GOAL OF THE EXERCISE:
Without altering a single word, repeat the records that follow.

::: RECORDS PROVIDED

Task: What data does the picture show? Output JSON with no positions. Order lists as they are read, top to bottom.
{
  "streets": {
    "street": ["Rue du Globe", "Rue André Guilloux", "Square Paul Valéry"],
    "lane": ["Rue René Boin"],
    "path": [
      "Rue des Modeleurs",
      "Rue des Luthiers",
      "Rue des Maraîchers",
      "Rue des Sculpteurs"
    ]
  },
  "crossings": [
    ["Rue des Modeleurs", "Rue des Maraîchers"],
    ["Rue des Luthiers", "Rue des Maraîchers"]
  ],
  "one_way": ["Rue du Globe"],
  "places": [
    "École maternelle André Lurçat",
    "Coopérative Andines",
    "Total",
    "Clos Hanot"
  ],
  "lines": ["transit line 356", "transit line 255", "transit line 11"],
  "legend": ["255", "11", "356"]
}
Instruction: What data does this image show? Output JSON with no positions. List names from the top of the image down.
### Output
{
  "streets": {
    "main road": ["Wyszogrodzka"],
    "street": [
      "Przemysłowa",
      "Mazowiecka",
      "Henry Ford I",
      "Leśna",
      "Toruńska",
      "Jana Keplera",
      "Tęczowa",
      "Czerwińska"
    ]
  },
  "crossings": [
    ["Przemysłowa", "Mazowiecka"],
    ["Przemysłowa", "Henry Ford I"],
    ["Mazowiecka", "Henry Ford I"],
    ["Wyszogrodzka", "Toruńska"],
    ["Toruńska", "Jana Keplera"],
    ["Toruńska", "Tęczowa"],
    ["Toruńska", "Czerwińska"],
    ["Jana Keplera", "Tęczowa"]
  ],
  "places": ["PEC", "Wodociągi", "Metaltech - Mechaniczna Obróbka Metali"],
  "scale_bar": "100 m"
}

::::::

PROBLEM SOLUTION:
Task: What data does the picture show? Output JSON with no positions. Order lists as they are read, top to bottom.
{
  "streets": {
    "street": ["Rue du Globe", "Rue André Guilloux", "Square Paul Valéry"],
    "lane": ["Rue René Boin"],
    "path": [
      "Rue des Modeleurs",
      "Rue des Luthiers",
      "Rue des Maraîchers",
      "Rue des Sculpteurs"
    ]
  },
  "crossings": [
    ["Rue des Modeleurs", "Rue des Maraîchers"],
    ["Rue des Luthiers", "Rue des Maraîchers"]
  ],
  "one_way": ["Rue du Globe"],
  "places": [
    "École maternelle André Lurçat",
    "Coopérative Andines",
    "Total",
    "Clos Hanot"
  ],
  "lines": ["transit line 356", "transit line 255", "transit line 11"],
  "legend": ["255", "11", "356"]
}
Instruction: What data does this image show? Output JSON with no positions. List names from the top of the image down.
### Output
{
  "streets": {
    "main road": ["Wyszogrodzka"],
    "street": [
      "Przemysłowa",
      "Mazowiecka",
      "Henry Ford I",
      "Leśna",
      "Toruńska",
      "Jana Keplera",
      "Tęczowa",
      "Czerwińska"
    ]
  },
  "crossings": [
    ["Przemysłowa", "Mazowiecka"],
    ["Przemysłowa", "Henry Ford I"],
    ["Mazowiecka", "Henry Ford I"],
    ["Wyszogrodzka", "Toruńska"],
    ["Toruńska", "Jana Keplera"],
    ["Toruńska", "Tęczowa"],
    ["Toruńska", "Czerwińska"],
    ["Jana Keplera", "Tęczowa"]
  ],
  "places": ["PEC", "Wodociągi", "Metaltech - Mechaniczna Obróbka Metali"],
  "scale_bar": "100 m"
}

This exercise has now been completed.